Three weeks ago the organising head of the Indian Wells tennis event was forced to quit after suggesting the women’s game had ridden on the coattails of the men.

Now key member of the Americans’ Women’s World Cup and Olympic champions teams are complaining that they are paid less than the men despite being “the driving economic force for US Soccer.”

The players are co-captains Carli Lloyd and Becky Sauerbrunn, forward Alex Morgan, midfielder Megan Rapinoe and goalkeeper Hope Solo. Lloyd is the current Women’s World Player of the Year.

A complaint is being submitted to the Equal Employment Opportunity Commission, the federal agency which monitors the application of civil laws against workplace discrimination.

The players’ lawyer, Jeffrey Kessler, said that according to US Soccer’s own recent accounts, women players earned only 40pc of the wages of their male counterparts.
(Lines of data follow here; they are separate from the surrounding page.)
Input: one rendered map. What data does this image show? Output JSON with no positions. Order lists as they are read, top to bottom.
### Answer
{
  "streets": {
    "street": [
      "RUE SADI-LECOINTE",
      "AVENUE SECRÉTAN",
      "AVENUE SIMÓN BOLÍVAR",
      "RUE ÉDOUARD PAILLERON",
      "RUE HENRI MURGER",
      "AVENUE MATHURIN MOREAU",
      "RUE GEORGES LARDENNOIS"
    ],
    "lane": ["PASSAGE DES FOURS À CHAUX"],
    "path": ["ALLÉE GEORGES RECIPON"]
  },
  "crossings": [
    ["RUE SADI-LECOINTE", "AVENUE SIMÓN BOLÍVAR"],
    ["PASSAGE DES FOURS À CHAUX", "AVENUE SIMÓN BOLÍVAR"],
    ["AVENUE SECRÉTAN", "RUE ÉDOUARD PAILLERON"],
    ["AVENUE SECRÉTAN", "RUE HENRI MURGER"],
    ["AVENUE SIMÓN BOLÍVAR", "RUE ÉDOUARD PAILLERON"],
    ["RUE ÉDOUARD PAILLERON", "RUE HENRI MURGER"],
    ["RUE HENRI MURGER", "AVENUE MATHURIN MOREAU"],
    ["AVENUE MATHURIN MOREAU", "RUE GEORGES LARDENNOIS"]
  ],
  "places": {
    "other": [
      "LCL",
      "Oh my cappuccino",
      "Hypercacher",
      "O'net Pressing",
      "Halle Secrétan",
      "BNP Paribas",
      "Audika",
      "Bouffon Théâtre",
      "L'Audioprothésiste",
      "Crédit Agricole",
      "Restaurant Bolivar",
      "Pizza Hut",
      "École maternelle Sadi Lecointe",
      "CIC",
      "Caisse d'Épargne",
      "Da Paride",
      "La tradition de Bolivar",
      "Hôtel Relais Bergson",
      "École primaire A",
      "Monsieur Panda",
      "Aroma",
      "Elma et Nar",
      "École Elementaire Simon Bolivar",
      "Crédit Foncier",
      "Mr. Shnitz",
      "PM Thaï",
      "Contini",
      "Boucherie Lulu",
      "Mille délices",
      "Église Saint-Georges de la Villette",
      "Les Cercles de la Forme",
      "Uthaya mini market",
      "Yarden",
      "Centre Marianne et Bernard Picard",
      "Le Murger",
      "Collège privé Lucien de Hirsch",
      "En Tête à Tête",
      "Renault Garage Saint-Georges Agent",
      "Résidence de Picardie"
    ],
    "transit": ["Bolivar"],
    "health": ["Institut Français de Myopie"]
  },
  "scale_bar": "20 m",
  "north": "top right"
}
The women’s national team have won three World Cups and four Olympic gold medals and are favourites to win again at the Rio Games in August. By contrast the furthest the men have managed in their World Cup is the quarter-finals.

This is not the first dispute between the women players and US Soccer.

Last year a ‘victory tour’ match in Hawaii was scrapped when the players refused to play on an artificial pitch they considered unsafe.

Senior women players are paid about $72,000 a year by the federation, significantly below the men’s rate. However US Soccer receives a far higher share-out from FIFA  for participation in the men’s World Cup than the women’s championship.